# On the Acceleration of Viola-Jones Face Detection Algorithm on FPGAs

Curtis Bader, Peter Irgens, Theresa Le, Devansh Saxena, Cristinel Ababei
Department of Electrical and Computer Engineering
Marquette University, Milwaukee WI, USA
Email: {curtis.bader,peter.irgens,theresa.le,devansh.saxena,cristinel.ababei}@marquette.edu

Abstract—We present an FPGA based hardware accellerator for the popular Viola-Jones face detection algorithm. We start by first presenting a detailed discussion of the algorithm. The scope of this discussion is to understand the internal structure of the algorithm and thus identify its primary computational bottlenecks. These computational bottlenecks represent the main candidate portions for speed-up via efficient implementation and parallelization on FPGAs. Selected portions of the algorithm are then coded in VHDL. The VHDL implementation is verified on a DE2-115 board, which uses a Cyclone IV FPGA chip. Experimental results are compared against simulations performed using in-house both pure C++ as well as CUDA programmed implementations of the Viola-Jones algorithm. The FPGA accelerated version is  $4\times$  faster.

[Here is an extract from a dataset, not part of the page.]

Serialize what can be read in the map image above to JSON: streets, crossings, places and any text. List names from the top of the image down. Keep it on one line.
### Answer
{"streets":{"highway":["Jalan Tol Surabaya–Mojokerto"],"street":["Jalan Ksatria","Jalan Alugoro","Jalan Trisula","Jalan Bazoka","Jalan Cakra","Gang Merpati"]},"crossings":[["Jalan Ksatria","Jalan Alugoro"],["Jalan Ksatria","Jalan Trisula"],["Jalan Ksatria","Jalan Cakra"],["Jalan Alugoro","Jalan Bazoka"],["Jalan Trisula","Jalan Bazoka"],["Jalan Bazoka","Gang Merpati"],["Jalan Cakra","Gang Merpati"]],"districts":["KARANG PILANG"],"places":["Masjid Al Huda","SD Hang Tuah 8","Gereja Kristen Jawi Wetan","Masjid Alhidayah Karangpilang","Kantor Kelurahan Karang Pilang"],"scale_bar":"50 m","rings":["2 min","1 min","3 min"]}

Index Terms—face detection; Viola-Jones algorithm; CUDA programming; FPGA accellerator

#### I. Introduction

Field programmable gate arrays (FPGAs) have been gaining a lot in popularity because the gap between their performance and power consumption, compared to specialized ASICs, has been closing in recent years. FPGAs are currently used in virtually any application domain.

# II. RELATED WORK

Here, we describe previous attempts to speed-up the Viola-Jones algorithm via various hardware accelerators. The attempts to speed up the Viola-Jones algorithm can be categorized as follows: multithreading, GPU-based, and with an FPGA. By far, the most popular attempt was GPU-based. Hefenbrock et al. [5] were able to realize a 15.2 FPS (frames per second) CUDA-based implementation of running the Viola-Jones algorithm on multiple windows of the image simultaneously. Wang et. al [6] used OpenCL in parallel with the Viola-Jones algorithm and minimized the time cost on both AMD and NVidia GPU platforms. Li et. al [7] achieved a 3.07x speedup with more than a 50% power reduction on the Sandy Bridge processor, a processor that integrates GPU cores along with the CPU cores on the same die.

# III. BACKGROUND ON VIOLA-JONES FACE DETECTION ALGORITHM

In this section, we present a high level description of the Viola-Jones face detection algorithm. Such a description is necessary as it will help us better understand how to port some of its key tasks into FPGA based accellerators later on.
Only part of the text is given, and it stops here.